HOW TO COMPLETE THIS TASK: Among the lines below, restate word for word only those from the line with "position:absolute; left:18px; top:18px;" through the line with "display:grid; place-items:center; width:66px;", with both end lines kept.

Stored data
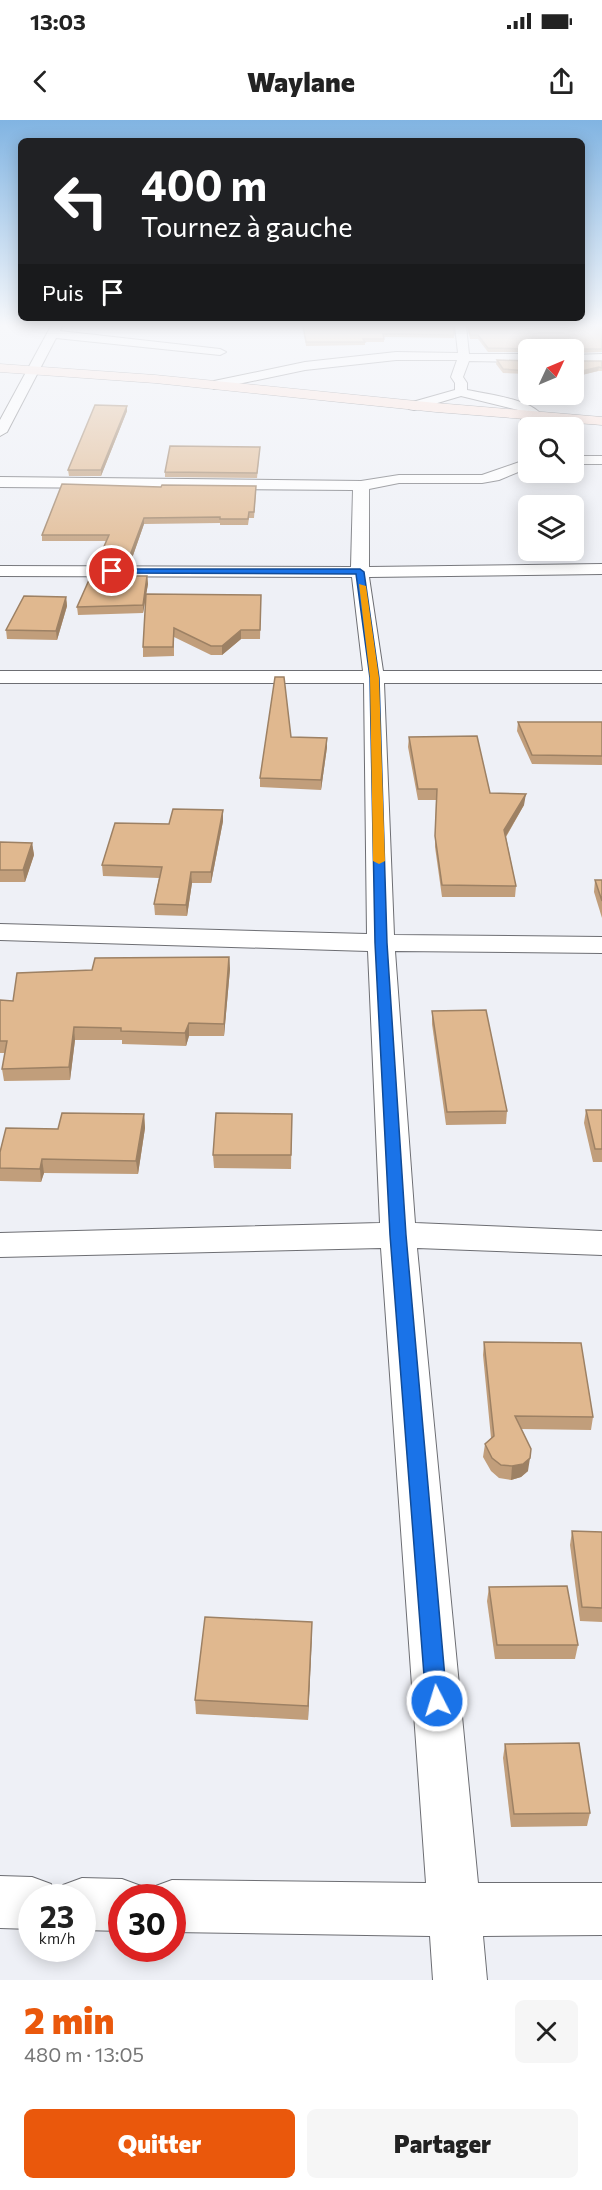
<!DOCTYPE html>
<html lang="fr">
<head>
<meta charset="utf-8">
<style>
	body { margin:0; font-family:Commissioner,sans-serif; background:#f6f6f6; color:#222; height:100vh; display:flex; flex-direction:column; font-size:22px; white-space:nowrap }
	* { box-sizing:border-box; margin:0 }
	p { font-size:20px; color:#767676 }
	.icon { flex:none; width:33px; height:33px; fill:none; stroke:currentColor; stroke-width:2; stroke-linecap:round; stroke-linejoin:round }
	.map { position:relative; height:1860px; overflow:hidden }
	.panel { display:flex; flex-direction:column; background:#fff; flex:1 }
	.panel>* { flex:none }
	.banner { position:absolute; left:18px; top:18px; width:567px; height:183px; border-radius:9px; box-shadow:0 3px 15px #0003; background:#202124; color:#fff; overflow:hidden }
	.needle { width:39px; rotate:46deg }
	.buttons { position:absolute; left:518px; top:219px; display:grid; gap:12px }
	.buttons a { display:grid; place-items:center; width:66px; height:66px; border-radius:9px; background:#fff; box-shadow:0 3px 15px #0003; font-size:30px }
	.speed { position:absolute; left:18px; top:1764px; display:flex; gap:12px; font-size:30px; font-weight:700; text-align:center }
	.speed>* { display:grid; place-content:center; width:78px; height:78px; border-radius:50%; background:#fff; box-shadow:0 3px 15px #0003; line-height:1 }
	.speed small { font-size:15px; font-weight:400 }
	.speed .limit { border:9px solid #d22; background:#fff; color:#111 }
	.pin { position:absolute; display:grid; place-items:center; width:51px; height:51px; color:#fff; margin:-26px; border:3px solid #fff; border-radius:50%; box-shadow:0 2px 6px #0007 }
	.me { position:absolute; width:66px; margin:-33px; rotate:355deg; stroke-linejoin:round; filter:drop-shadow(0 0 4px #0008) }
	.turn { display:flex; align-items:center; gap:21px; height:126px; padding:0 24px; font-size:27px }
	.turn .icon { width:78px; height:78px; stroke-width:2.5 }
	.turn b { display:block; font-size:42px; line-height:51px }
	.then { display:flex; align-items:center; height:57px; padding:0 24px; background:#0003; gap:12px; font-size:22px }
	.round { display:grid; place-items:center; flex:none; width:63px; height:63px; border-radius:9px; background:#f6f6f6 }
	.headline { display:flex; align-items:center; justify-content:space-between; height:102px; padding:0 24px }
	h1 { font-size:36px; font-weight:800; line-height:45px; color:#ea580c }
	.action { display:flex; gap:12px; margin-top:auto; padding:12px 24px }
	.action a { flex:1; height:69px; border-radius:9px; background:#ea580c; color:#fff; font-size:24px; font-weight:800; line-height:69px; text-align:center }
	.action a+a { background:#f6f6f6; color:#222 }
	.status { display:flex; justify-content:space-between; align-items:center; height:42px; padding:0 30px; background:#fff; direction:ltr }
	.status svg { height:16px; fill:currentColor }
	header { display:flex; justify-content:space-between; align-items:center; height:78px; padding:0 24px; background:#fff; font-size:27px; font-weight:800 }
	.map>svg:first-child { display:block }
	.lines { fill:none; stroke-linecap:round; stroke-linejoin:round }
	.minor-casing { stroke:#6d6e73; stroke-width:2 }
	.secondary-casing { stroke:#6d6e73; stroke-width:1 }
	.minor { fill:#fff; fill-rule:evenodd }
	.secondary { fill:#fee2d8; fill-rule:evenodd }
	.wall { fill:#c19e7b }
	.shaded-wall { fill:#9d8164 }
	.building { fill:#e0b88f; stroke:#9d8164; stroke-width:1.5 }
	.route { fill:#1a73e8; stroke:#114b97; stroke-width:1.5 }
	.slow { fill:#f59e0b }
</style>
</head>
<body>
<div class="status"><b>13:03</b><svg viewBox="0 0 49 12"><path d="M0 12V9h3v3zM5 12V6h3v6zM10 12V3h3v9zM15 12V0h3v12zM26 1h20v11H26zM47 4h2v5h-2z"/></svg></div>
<header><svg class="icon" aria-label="back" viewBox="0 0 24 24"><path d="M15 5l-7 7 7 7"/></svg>Waylane<svg class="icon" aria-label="share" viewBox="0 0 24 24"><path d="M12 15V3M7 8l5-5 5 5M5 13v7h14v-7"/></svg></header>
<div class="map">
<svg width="602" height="1860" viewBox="0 0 602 1860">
	<rect width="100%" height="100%" fill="#eef0f6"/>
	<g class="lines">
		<g class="minor-casing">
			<g id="minor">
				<path d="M51 206H62L60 211 220 229 226 232 220 235 56 218 7 312 0 316V300Z"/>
				<path d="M455 206H466L469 234H528V242L469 241 463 257 467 263V270C487 274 527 279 540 293L533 303H523L521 300 525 294 518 290 461 276 414 290 409 289 407 286 409 283 455 270V263L451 257 457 240H396L305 250 214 269 208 265 214 261 305 242 396 232 458 233Z"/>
				<path d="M602 234V242L573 243V235Z"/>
				<rect x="573" y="336" width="29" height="8"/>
				<path d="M528 339V348L499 360 482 363H399L369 369V447L602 444V454L369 457 383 551H602V563H384L394 815 602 817V833L395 831 415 1103 602 1111V1135L417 1128 478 1763H602V1815L483 1816 487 1860H433L430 1816 172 1812V1778H149L153 1767 172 1760 426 1763 381 1128 0 1137V1113L380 1103 368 831 0 820V804L367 814 364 563H0V551H363L352 457 0 456V446L351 447 353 370 0 367V357L361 361 399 355H482Z"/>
				<path d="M0 1756 32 1757 51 1764 56 1778H32V1809L0 1808Z"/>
				<path d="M82 1758 122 1759 141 1766 145 1778H122V1811L82 1810V1778H58L63 1765Z"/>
			</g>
		</g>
		<g class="secondary-casing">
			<path id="secondary" d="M0 244 155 255 436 283 602 297V305L436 292 155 263 0 252Z"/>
		</g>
		<use href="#minor" class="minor"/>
		<use href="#secondary" class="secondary"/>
	</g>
	<g class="wall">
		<path d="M303 206H454V218L384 217V222H365V225L306 226Z"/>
		<path d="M467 206H602V232L573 233V230H528V232H488L478 219H470Z"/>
		<path d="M497 240 528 241V254L503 253 496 244Z"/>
		<path d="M573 241H602V251H598L573 257Z"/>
		<path d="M127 286V291L101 356H69L68 350Z"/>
		<path d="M260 327 257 358 165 357V352Z"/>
		<path d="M256 371 254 398H249L248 405H220V403L144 404 130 444H100L99 438 106 421H42V415Z"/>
		<path d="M124 451V456H147L148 464 146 474 261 475 260 519H241L222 535H211L174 517V536L143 537V527L146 477 143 493 78 495 77 487Z"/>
		<path d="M66 477 67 486 57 520 7 519 6 510Z"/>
		<path d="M518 602H602V645L532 644 517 611Z"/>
		<path d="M291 617 327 627 321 670 260 667V658Z"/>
		<path d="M409 617 490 673 524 685 506 717 516 766 515 777H442L435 727 436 680H418L408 627Z"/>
		<path d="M223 701 211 763H192L187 796 155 795 154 784 159 758 103 756 102 745 169 704Z"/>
		<path d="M0 722 32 723 34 735 25 762H0Z"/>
		<path d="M595 760H602V798L594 772Z"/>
		<path d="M229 837 230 849 224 916H189L186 926 122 924V920H75L70 960 4 961 2 949 5 933H0V880L13 881 92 850Z"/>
		<path d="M432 891 507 991 506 1004 446 1005 432 904Z"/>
		<path d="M586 990H602V1042H593L584 1003Z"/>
		<path d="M144 994 145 1008 138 1054 44 1053 41 1062 0 1061V1032L58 1009Z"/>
		<path d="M292 994 291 1049 214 1048 213 1035Z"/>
		<path d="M484 1222 593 1297 591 1310 521 1309 528 1351 521 1357 511 1360 499 1358 491 1351 483 1337 485 1324 491 1318 483 1235Z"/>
		<path d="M572 1411 602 1412V1502L580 1501 570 1425Z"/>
		<path d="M489 1467 578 1525 575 1539H495L487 1481Z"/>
		<path d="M312 1502 308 1600 196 1594 195 1580Z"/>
		<path d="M505 1624 590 1693 587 1706 511 1707 503 1638Z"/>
	</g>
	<g class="shaded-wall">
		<path d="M599 247 598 251 574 257V253Z"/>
		<path d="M127 286V291L101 356V350Z"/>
		<path d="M144 398V404L130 444 129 438Z"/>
		<path d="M147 456 148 464 143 493V485Z"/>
		<path d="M66 477 67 486 57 520 56 511Z"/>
		<path d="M241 510V519L222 535V526Z"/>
		<path d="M327 618V627L321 670V660Z"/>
		<path d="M526 674 524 685 503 721 504 710Z"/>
		<path d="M223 690V701L211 763V752Z"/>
		<path d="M32 723 34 735 25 762 23 750Z"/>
		<path d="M191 752 192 763 187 796 186 785Z"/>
		<path d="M229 837 230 849 224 916V904Z"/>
		<path d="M189 903V916L186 926 185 913Z"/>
		<path d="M74 907 75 920 70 960 69 947Z"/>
		<path d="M144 994 145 1008 138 1054 136 1041Z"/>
		<path d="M42 1039 44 1053 41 1062 40 1049Z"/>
		<path d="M530 1338 528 1351 521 1357 511 1360 512 1346Z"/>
		<path d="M312 1502V1515L308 1600V1586Z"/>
	</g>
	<g class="building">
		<path d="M303 206H454V215L383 214 384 219H363L365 222H306Z"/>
		<path d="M468 206H602V229H573V230L488 228 478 215H470Z"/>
		<path d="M497 240 528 241V251L503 249Z"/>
		<path d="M573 241H602V248L599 247 573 253Z"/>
		<path d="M95 285 127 286 101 350H68Z"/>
		<path d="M170 326 260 327 257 353 165 352Z"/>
		<path d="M62 364 161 367 162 365 256 366 254 392H249L248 399H220V397L144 398 129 438H99L109 415H42Z"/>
		<path d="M93 451H124L122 456H147L143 485 77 487Z"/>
		<path d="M146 474 261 475 260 510H241L222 526H211L174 508 173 527H143Z"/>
		<path d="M24 476 66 477 56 511 6 510Z"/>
		<path d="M275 557H284L291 617 327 618 321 660 260 658Z"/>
		<path d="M518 602H602V636L532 635Z"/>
		<path d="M477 616 490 673 526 674 504 710 516 766 442 765 435 716 437 669H418L409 617Z"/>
		<path d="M173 689 223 690 211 752H191L186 785 154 784 162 747 102 745 115 703 169 704Z"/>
		<path d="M0 722 32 723 23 750H0Z"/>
		<path d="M595 760H602V781Z"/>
		<path d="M229 837 224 904 189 903 185 913 121 911V908L74 907 69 947 2 949 7 921H0V880L13 881 17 853 92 850 95 838Z"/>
		<path d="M486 890 507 991 447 992 432 891Z"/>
		<path d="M586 990H602V1029H595Z"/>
		<path d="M62 993 144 994 136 1041 42 1039 40 1049 0 1048V1032L6 1008 58 1009Z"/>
		<path d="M216 993 292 994 291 1035H213Z"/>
		<path d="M484 1222 581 1223 593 1297 515 1296 531 1329 530 1338 523 1344 512 1346 501 1345 492 1338 485 1324 494 1316Z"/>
		<path d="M572 1411 602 1412V1488L582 1487Z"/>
		<path d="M567 1466 578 1525H497L489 1467Z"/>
		<path d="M205 1497 312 1502 308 1586 195 1580Z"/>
		<path d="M579 1623 590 1693 514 1694 505 1624Z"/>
	</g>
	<linearGradient id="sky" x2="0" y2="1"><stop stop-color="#81b4e2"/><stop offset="0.44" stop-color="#f7f8fb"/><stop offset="1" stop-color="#f7f8fb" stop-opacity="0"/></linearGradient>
	<rect width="602" height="467" fill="url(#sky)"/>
	<path class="route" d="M112 449H360L364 452 379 558 387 823 406 1115 447 1581 444 1588 437 1591 429 1588 426 1581 390 1115 375 823 370 558 356 454 110 453V449Z"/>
	<path class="slow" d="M359 464 366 466 379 558 385 741 379 744 373 741 370 558Z"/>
</svg>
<div class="buttons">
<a><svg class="needle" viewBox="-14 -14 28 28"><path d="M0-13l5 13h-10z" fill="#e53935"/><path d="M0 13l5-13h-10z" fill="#767676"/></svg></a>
<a><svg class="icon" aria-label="search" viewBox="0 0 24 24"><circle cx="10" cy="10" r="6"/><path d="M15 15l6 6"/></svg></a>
<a><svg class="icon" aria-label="layers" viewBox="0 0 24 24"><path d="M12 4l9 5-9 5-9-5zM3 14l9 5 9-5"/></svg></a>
</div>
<div class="speed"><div>23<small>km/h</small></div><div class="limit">30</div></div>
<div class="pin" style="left:112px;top:451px;background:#d93025"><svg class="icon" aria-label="arrive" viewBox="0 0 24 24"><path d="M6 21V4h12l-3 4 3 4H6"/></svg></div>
<svg class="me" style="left:437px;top:1581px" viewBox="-20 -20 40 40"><circle r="17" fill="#1a73e8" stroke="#fff" stroke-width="3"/><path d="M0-11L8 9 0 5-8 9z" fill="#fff"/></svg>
<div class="banner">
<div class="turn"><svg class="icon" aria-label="left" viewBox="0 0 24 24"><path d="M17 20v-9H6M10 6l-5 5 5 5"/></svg><div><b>400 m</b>Tournez à gauche</div></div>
<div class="then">Puis<svg class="icon" aria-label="arrive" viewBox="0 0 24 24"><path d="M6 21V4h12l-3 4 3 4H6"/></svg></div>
</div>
</div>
<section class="panel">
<div class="headline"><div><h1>2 min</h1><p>480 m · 13:05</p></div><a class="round"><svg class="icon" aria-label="close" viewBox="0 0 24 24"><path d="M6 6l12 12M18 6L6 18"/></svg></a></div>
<div class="action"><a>Quitter</a><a>Partager</a></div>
</section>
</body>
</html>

TASK RESPONSE:
	.banner { position:absolute; left:18px; top:18px; width:567px; height:183px; border-radius:9px; box-shadow:0 3px 15px #0003; background:#202124; color:#fff; overflow:hidden }
	.needle { width:39px; rotate:46deg }
	.buttons { position:absolute; left:518px; top:219px; display:grid; gap:12px }
	.buttons a { display:grid; place-items:center; width:66px; height:66px; border-radius:9px; background:#fff; box-shadow:0 3px 15px #0003; font-size:30px }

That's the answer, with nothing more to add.